Viewed through a telescope, Venus’ dazzling crescent swells in diameter from 31 to 47 arcseconds and the illuminated portion of the disk shrinks from 40% to 17%. Indeed, steadily-held binoculars should be enough to glimpse its shape. This month its distance falls from 81 million to 53 million km as it begins to swing around its orbit to pass around the Sun’s near side late in March.
Mars stands above and to the left of Venus but is fainter and dimming further from magnitude 1.1 to 1.3 during February. It appears closest to Venus, 5.4°, on the 2nd but the gap between them grows to 12° by the 28th as they track eastwards and northwards through Pisces. Both set before our map times at present but our charts pick them up at midmonth as they pass below-left of Algenib, the star at the bottom-left corner of the Square of Pegasus.
Mars shrinks below 5 arcseconds in diameter this month so few surface details are visible telescopically. This is certainly not the case with Jupiter, whose intricately-detailed cloud-banded disk swells from 39 to 42 arcseconds. We do need to wait, though, for two hours beyond our map times for Jupiter to rise in the east and until the pre-dawn hours for it to stand at its highest in the south.
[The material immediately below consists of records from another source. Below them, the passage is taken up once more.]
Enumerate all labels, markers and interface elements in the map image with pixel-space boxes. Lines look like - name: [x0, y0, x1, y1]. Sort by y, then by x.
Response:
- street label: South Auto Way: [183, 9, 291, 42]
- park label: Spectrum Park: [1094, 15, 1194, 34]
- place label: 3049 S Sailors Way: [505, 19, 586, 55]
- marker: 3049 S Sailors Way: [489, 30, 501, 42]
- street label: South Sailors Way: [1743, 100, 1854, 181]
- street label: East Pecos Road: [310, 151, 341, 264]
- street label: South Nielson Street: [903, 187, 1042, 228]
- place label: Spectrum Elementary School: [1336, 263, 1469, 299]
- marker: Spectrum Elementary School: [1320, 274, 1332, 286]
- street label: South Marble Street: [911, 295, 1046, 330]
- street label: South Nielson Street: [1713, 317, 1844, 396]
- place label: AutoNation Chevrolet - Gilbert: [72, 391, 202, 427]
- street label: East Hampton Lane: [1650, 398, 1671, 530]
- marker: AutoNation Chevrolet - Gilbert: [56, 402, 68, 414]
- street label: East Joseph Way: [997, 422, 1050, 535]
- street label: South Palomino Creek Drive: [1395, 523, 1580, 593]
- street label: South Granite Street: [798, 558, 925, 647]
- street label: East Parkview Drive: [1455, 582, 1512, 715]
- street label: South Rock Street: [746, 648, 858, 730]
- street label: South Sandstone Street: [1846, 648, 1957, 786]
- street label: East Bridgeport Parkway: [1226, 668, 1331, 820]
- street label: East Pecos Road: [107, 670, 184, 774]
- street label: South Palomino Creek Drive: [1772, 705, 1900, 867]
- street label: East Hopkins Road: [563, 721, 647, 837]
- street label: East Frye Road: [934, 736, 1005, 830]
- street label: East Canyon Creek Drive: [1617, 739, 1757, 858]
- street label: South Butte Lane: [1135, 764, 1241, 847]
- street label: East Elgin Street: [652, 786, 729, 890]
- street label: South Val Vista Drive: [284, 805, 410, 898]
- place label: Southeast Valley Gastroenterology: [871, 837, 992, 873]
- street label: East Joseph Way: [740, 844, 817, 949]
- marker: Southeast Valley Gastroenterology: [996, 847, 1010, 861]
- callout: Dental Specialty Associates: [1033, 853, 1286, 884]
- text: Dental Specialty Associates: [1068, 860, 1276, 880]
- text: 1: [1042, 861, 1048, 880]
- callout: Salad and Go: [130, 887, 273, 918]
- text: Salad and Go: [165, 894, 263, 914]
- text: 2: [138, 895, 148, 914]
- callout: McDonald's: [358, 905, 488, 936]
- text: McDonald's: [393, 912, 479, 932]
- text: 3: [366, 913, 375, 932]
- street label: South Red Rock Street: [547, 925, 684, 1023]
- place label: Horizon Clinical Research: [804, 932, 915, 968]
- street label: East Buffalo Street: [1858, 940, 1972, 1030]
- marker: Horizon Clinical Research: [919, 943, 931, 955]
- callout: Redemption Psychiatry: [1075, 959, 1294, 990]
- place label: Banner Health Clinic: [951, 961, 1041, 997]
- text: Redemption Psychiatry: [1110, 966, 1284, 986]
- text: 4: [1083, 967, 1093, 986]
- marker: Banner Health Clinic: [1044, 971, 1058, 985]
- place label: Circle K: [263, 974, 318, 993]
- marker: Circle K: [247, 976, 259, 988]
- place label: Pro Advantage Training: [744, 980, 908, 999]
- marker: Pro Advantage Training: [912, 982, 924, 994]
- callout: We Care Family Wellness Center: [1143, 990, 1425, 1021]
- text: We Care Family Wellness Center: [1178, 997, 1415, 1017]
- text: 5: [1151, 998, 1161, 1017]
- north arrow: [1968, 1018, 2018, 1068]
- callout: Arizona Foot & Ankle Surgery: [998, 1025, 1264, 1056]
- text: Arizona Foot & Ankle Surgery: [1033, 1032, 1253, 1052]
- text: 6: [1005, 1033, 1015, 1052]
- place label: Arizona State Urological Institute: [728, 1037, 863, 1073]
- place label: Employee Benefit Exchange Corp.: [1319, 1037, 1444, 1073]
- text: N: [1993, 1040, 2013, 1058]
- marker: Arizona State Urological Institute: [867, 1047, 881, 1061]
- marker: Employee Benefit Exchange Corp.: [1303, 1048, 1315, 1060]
Second only to Venus, it shines at magnitude -2.1 to -2.3 and lies almost 4° due north of Virgo’s leading star Spica where it appears stationary on the 6th when its motion switches from easterly to westerly. Look for the two below-left of the Moon on the 15th and to the right of the Moon on the 16th.
Saturn is a morning object, low down in the south-east after its rises for Edinburgh at 05:25 on the 1st and by 03:48 on the 28th. At magnitude 0.6 to 0.5, it stands on the Ophiuchus-Sagittarius border where it is below-right of the waning Moon on the 21st. It is a pity that telescopic views are hindered by its low altitude because Saturn’s disk, 16 arcseconds wide, is set within wide-open rings which measure 16 by 36 arcseconds and have their northern face tipped 27° towards the Earth. Mercury remains too deep in our south-eastern morning twilight to be seen this month.